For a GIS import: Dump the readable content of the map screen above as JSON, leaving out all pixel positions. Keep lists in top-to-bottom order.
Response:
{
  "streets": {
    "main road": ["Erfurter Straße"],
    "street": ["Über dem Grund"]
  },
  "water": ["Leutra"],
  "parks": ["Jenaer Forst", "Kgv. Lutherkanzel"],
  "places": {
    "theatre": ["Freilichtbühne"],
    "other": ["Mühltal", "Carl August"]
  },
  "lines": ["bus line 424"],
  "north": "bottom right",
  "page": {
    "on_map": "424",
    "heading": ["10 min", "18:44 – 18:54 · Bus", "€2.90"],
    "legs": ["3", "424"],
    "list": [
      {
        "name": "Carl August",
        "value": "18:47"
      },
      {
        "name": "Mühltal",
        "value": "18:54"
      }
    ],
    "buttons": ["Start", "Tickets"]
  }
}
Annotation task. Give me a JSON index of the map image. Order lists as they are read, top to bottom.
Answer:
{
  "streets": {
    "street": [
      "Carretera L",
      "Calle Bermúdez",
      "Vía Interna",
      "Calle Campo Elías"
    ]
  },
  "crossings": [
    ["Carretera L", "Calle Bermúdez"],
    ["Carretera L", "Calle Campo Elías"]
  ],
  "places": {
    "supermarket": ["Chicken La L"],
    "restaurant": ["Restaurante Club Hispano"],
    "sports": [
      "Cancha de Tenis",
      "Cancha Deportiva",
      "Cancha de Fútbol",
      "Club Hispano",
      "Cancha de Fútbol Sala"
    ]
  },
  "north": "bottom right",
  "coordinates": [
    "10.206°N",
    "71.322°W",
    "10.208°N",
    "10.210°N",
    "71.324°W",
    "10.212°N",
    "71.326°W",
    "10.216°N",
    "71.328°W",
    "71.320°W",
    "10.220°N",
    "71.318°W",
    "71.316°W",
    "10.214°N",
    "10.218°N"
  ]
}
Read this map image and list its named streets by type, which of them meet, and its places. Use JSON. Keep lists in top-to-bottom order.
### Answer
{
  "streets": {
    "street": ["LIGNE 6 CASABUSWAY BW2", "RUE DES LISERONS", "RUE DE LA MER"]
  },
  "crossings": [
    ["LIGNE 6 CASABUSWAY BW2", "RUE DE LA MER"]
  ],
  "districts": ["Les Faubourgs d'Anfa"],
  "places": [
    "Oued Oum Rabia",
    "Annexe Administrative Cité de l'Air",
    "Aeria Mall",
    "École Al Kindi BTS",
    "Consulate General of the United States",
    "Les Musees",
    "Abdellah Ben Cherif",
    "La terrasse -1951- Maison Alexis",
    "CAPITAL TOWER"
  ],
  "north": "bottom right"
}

▶ EXERCISE REQUIREMENTS
Please set down the whole listing above without altering a single line.

▶ ANSWER BELOW
For a GIS import: Dump the readable content of the map screen above as JSON, leaving out all pixel positions. Keep lists in top-to-bottom order.
Response:
{
  "streets": {
    "main road": ["Erfurter Straße"],
    "street": ["Über dem Grund"]
  },
  "water": ["Leutra"],
  "parks": ["Jenaer Forst", "Kgv. Lutherkanzel"],
  "places": {
    "theatre": ["Freilichtbühne"],
    "other": ["Mühltal", "Carl August"]
  },
  "lines": ["bus line 424"],
  "north": "bottom right",
  "page": {
    "on_map": "424",
    "heading": ["10 min", "18:44 – 18:54 · Bus", "€2.90"],
    "legs": ["3", "424"],
    "list": [
      {
        "name": "Carl August",
        "value": "18:47"
      },
      {
        "name": "Mühltal",
        "value": "18:54"
      }
    ],
    "buttons": ["Start", "Tickets"]
  }
}
Annotation task. Give me a JSON index of the map image. Order lists as they are read, top to bottom.
Answer:
{
  "streets": {
    "street": [
      "Carretera L",
      "Calle Bermúdez",
      "Vía Interna",
      "Calle Campo Elías"
    ]
  },
  "crossings": [
    ["Carretera L", "Calle Bermúdez"],
    ["Carretera L", "Calle Campo Elías"]
  ],
  "places": {
    "supermarket": ["Chicken La L"],
    "restaurant": ["Restaurante Club Hispano"],
    "sports": [
      "Cancha de Tenis",
      "Cancha Deportiva",
      "Cancha de Fútbol",
      "Club Hispano",
      "Cancha de Fútbol Sala"
    ]
  },
  "north": "bottom right",
  "coordinates": [
    "10.206°N",
    "71.322°W",
    "10.208°N",
    "10.210°N",
    "71.324°W",
    "10.212°N",
    "71.326°W",
    "10.216°N",
    "71.328°W",
    "71.320°W",
    "10.220°N",
    "71.318°W",
    "71.316°W",
    "10.214°N",
    "10.218°N"
  ]
}
Read this map image and list its named streets by type, which of them meet, and its places. Use JSON. Keep lists in top-to-bottom order.
### Answer
{
  "streets": {
    "street": ["LIGNE 6 CASABUSWAY BW2", "RUE DES LISERONS", "RUE DE LA MER"]
  },
  "crossings": [
    ["LIGNE 6 CASABUSWAY BW2", "RUE DE LA MER"]
  ],
  "districts": ["Les Faubourgs d'Anfa"],
  "places": [
    "Oued Oum Rabia",
    "Annexe Administrative Cité de l'Air",
    "Aeria Mall",
    "École Al Kindi BTS",
    "Consulate General of the United States",
    "Les Musees",
    "Abdellah Ben Cherif",
    "La terrasse -1951- Maison Alexis",
    "CAPITAL TOWER"
  ],
  "north": "bottom right"
}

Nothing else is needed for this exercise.